What a Difference a Year Makes
As the end of the year approaches we tend to look back and realize how far we have come in a matter of 12 months. You may have a new house, job, or family member. A year can either seem like an eternity or a quick blink of an eye. Personally, I have children and time seems to fly by and looking back on pictures of my kids from the beginning of the year usually astounds me as to how much they have grown (although I don’t need pictures to tell me that my son is now taller than me!).

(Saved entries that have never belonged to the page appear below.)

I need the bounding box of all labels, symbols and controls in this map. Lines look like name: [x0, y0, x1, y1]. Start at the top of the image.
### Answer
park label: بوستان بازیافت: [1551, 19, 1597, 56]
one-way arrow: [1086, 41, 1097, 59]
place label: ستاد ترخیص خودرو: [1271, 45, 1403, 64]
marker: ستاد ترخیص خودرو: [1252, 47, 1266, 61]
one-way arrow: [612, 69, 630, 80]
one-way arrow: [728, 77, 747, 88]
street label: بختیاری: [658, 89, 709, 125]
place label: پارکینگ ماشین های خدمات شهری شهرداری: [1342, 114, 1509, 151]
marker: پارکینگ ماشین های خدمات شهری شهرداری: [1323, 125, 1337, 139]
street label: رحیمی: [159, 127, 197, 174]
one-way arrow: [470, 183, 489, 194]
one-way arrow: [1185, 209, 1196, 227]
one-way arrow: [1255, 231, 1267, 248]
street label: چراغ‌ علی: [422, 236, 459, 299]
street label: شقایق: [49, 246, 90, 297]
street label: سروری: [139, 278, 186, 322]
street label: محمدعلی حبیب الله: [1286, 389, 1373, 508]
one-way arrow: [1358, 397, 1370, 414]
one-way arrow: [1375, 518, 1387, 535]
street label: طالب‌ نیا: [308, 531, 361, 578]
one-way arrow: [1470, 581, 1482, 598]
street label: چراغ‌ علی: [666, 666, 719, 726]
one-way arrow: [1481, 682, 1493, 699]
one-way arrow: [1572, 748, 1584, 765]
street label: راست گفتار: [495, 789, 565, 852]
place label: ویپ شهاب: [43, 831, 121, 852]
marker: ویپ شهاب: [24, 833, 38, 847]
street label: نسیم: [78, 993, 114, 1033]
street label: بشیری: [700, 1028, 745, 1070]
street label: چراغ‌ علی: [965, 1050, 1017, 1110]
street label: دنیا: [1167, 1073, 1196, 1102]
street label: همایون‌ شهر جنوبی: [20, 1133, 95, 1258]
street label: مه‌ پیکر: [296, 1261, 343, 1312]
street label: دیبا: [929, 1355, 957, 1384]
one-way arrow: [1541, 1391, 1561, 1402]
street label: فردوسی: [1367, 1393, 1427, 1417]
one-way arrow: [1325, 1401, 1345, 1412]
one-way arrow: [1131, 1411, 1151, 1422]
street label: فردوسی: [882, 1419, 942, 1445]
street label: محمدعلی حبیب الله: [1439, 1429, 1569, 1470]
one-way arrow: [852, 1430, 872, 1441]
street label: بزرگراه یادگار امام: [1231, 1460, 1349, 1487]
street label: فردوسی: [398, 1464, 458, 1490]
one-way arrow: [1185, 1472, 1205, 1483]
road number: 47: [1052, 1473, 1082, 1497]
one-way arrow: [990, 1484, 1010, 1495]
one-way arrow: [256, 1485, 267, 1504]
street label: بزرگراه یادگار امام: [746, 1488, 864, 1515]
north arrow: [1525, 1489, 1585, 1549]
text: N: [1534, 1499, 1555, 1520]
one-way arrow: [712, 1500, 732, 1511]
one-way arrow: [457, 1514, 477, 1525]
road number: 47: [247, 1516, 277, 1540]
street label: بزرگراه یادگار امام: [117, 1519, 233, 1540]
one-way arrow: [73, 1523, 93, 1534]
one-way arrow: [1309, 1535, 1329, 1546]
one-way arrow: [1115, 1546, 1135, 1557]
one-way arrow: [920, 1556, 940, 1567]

Yet, our personal lives are not the only things that change in a year. The world around us can and does change over time too. We may not notice all those changes but it is always fun for my family to see how the seeds we have sown in our garden have now become mature plants. The same happens out in the natural world. You may have read about how things have changed in places close to home like the recovery of burned areas here in Southern California. Koala habitat in Australia is no different.
A year ago I was in the Blue Mountains in New South Wales right after devastating fires had burned huge areas of land. Dr. Kellie Leigh (Science for Wildlife) and I were hoping to spot some koalas while out looking at potential field locations for her to continue her koala conservation project but we saw none. Fast forward to this past November (2014) when I was once again in Australia in the Blue Mountains with Dr. Leigh.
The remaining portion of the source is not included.